Toutefois le législateur français a décidé d’éviter cette solution, qui aurait constitué, selon ses propres termes, une « double contribution aux charges publiques en 2019 au titre de l’impôt sur le revenu ».  Le A du II de l’article 60 de la loi a donc neutralisé l’impôt 2018 par un mécanisme complexe de crédit d’impôt (le CIMR) :

« II.-A. -Les contribuables bénéficient, à raison des revenus non exceptionnels entrant dans le champ du prélèvement mentionné à l’article 204 A du code général des impôts, tel qu’il résulte de la présente loi, perçus ou réalisés en 2018, d’un crédit d’impôt « modernisation du recouvrement » destiné à assurer, pour ces revenus, l’absence de double contribution aux charges publiques en 2019 au titre de l’impôt sur le revenu. ».

Les citoyens américains résidant en France seront comme les autres résidents exemptés de l’impôt français au titre de l’année 2018. Ils ne seront donc redevables en 2019, comme les autres résidents français, que de l’impôt dû au titre des revenus de 2019.

Ils ne seront pas pour autant dispensés de leurs obligations fiscales au titre de 2018 vis-à-vis de l’Etat américain. Ils devront comme par le passé déclarer leurs revenus français au fisc américain et seront assujettis comme par le passé à l’impôt américain. Mais n’étant plus, comme tous les autres résidents en France, redevables de l’impôt français au titre de 2018 du fait de l’année blanche, ils deviendront de ce fait redevables en 2019 de l’impôt américain au titre de leurs revenus français 2018.

Il en résulte qu’en 2019, ces citoyens américains résidents en France seront contraints, si la réforme est maintenue, de décaisser le paiement de deux impôts au titre des revenus perçus en France :
– l’impôt américain au titre des revenus français de 2018 ;
– l’impôt français au titre des revenus français de 2019.

Ils devront donc assumer ce que le législateur a précisément voulu éviter : une « double contribution aux charges publiques en 2018 au titre de l’impôt sur le revenu » (article 60 précité).
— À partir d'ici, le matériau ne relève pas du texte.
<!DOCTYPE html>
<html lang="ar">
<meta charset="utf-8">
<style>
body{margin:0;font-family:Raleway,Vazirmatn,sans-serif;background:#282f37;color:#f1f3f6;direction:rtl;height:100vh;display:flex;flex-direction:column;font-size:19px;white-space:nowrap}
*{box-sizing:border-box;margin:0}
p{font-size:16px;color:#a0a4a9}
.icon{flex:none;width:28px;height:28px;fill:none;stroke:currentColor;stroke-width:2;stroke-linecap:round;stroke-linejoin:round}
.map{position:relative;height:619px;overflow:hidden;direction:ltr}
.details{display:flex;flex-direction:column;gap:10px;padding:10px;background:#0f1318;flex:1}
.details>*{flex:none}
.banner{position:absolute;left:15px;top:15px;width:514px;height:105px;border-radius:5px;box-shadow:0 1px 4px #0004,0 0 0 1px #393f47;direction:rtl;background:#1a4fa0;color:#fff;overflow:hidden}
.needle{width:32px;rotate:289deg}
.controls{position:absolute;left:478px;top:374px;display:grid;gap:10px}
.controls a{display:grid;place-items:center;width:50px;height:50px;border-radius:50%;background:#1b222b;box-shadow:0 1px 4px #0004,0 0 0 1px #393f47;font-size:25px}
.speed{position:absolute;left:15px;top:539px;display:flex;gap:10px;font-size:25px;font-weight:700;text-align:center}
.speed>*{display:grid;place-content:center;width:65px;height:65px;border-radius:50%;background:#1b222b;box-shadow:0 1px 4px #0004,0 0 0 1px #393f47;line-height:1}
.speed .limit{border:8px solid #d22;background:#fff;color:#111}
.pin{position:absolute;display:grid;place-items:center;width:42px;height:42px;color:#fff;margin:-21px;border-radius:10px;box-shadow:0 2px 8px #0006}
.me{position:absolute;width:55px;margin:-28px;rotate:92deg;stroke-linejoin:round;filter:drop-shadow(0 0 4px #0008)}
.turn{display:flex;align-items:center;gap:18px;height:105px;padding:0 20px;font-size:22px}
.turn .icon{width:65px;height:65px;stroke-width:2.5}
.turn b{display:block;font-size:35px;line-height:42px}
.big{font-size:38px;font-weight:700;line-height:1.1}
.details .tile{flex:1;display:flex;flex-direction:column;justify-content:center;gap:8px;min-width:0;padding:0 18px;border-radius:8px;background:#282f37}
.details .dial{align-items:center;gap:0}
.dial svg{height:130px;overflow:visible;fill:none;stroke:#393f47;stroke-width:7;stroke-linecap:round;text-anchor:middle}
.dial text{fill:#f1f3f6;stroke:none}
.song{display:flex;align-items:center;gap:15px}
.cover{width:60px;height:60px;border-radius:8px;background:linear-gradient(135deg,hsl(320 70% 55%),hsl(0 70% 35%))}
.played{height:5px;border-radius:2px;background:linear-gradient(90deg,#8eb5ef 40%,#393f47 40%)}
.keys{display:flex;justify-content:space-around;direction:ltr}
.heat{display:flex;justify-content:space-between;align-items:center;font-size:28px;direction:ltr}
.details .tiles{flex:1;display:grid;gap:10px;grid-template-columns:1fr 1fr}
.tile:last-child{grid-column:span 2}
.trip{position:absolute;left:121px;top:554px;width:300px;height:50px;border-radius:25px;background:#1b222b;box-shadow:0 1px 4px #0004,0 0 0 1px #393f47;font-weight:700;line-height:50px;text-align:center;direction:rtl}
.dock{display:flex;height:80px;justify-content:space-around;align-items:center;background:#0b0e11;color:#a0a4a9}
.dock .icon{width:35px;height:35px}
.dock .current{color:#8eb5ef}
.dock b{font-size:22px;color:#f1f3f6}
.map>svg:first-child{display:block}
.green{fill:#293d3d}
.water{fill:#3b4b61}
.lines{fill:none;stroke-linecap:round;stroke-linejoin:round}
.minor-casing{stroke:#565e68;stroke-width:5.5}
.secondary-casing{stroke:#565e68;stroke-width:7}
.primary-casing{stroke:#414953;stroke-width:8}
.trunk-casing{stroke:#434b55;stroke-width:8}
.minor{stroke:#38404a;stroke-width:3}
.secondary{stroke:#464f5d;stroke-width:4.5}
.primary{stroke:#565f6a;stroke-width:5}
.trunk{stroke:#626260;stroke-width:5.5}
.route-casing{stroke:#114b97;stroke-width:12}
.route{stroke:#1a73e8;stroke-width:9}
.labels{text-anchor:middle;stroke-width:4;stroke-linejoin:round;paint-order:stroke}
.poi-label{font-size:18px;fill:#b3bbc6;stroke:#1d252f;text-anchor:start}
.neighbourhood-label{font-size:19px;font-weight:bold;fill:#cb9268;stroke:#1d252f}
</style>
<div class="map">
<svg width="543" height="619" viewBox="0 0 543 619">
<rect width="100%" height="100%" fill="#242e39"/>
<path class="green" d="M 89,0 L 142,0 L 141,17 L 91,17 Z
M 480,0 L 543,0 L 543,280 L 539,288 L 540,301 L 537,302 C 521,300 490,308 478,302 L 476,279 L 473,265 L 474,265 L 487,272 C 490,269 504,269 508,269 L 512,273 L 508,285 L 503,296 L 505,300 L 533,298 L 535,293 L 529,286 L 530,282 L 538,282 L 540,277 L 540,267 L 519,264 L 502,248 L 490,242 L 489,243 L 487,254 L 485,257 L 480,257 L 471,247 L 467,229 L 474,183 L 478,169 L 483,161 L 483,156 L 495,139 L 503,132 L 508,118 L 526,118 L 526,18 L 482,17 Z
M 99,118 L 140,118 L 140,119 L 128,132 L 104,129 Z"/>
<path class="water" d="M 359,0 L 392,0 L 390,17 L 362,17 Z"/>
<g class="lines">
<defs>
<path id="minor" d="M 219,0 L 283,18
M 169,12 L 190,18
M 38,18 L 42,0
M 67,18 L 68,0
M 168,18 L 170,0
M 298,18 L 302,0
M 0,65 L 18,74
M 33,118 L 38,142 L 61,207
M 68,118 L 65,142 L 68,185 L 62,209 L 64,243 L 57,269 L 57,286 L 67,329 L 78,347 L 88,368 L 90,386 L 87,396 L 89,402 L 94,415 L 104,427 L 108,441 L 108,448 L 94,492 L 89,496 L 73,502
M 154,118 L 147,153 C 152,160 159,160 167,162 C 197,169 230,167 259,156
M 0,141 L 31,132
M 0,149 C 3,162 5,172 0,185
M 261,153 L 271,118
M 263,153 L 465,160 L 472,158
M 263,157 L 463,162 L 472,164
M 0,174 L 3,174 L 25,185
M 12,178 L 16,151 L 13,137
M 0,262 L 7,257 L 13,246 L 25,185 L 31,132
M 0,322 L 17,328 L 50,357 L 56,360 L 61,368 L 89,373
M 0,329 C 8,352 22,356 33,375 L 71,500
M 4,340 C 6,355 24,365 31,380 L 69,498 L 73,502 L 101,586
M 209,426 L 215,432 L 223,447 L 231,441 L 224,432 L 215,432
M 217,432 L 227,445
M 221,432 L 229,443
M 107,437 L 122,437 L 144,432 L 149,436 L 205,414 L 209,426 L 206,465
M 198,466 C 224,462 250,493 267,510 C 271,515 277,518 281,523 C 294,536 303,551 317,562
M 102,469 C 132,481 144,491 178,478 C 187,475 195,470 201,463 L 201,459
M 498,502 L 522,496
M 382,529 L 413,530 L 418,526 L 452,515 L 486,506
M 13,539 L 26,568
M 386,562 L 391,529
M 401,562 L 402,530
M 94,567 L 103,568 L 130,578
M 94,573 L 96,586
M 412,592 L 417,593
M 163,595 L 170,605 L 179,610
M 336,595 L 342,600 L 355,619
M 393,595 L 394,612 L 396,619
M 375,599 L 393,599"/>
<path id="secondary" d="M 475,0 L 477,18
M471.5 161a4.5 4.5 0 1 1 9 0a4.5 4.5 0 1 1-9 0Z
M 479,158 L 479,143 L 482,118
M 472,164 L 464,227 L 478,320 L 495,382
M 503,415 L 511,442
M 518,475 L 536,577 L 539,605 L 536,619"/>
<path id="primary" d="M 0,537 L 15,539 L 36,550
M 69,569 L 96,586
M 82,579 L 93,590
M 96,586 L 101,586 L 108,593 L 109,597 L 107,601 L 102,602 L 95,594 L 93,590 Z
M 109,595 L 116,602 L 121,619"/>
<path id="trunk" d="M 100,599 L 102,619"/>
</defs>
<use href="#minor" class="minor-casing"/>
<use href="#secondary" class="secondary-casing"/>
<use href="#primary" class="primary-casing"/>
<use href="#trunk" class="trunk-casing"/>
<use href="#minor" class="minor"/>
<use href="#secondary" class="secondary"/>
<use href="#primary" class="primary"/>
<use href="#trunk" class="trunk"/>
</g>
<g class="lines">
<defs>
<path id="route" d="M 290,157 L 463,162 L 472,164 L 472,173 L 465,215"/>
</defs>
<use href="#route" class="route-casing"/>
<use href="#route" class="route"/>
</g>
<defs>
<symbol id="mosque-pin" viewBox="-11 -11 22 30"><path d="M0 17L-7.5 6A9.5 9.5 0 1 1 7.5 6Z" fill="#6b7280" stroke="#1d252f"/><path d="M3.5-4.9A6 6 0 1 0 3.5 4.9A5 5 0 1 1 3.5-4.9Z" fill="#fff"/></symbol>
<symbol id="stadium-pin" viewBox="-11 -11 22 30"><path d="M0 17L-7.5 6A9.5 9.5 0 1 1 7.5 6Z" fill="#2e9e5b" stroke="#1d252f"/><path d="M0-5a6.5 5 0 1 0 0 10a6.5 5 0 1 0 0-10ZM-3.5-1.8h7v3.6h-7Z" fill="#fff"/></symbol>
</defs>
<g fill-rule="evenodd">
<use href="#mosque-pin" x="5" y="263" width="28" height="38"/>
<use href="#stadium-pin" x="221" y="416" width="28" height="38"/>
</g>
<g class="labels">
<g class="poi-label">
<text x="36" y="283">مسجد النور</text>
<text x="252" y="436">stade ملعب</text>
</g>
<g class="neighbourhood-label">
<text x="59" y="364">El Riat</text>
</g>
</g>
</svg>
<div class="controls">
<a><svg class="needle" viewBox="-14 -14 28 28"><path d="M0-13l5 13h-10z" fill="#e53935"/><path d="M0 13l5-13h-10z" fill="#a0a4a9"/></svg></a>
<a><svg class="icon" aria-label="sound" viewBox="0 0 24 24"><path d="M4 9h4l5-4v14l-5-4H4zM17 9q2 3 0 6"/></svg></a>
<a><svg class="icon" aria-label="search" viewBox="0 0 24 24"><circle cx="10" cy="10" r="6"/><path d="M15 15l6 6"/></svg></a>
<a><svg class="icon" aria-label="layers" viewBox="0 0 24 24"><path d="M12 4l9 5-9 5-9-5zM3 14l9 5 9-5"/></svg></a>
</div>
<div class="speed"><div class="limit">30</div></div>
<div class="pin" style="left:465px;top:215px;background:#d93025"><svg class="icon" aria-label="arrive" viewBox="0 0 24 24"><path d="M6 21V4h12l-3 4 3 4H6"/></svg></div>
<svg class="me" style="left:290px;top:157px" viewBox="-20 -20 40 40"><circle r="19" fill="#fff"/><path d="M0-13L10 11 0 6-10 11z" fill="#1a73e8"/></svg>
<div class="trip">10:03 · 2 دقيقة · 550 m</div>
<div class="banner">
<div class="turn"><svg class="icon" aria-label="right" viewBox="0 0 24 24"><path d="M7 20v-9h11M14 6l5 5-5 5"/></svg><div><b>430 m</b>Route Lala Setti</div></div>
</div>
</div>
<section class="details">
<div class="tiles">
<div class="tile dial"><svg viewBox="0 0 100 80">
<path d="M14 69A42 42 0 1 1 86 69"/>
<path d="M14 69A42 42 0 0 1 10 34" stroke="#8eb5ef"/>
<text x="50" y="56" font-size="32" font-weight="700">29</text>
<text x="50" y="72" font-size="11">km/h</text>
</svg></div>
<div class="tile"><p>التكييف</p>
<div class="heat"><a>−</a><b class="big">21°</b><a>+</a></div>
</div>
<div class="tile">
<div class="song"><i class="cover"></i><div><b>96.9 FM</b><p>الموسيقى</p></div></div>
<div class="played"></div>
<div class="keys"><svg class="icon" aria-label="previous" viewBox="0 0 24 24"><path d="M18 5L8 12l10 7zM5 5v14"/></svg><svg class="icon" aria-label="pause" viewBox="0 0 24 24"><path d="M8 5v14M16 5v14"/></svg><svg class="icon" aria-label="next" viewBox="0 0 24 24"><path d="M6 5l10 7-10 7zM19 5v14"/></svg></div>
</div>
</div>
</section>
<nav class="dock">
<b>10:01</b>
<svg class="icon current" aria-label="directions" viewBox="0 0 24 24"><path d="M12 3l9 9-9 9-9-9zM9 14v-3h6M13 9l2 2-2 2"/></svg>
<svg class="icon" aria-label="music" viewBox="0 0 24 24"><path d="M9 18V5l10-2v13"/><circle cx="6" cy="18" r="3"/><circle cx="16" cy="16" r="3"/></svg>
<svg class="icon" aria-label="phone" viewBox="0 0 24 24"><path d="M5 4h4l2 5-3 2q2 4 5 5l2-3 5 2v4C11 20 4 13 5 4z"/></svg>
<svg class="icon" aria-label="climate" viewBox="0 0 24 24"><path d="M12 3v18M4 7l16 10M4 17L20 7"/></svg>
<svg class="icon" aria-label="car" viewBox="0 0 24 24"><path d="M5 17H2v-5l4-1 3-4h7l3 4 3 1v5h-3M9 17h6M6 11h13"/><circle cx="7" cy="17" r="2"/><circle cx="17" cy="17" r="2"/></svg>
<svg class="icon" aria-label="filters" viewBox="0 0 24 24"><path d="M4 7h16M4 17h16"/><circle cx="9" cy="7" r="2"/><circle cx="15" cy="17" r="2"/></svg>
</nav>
Une telle perspective est inacceptable. Elle constituerait une violation massive des règles constitutionnelles dont peut se prévaloir toute personne vivant sur le territoire français.

Nous avons procédé à une analyse très poussée des moyens juridiques qui pourraient être avancés. Notre conclusion est la suivante : nous disposons d’arguments très solides qui nous permettront de demander au juge compétent de condamner l’Etat français à rembourser l’impôt américain payé par nos clients.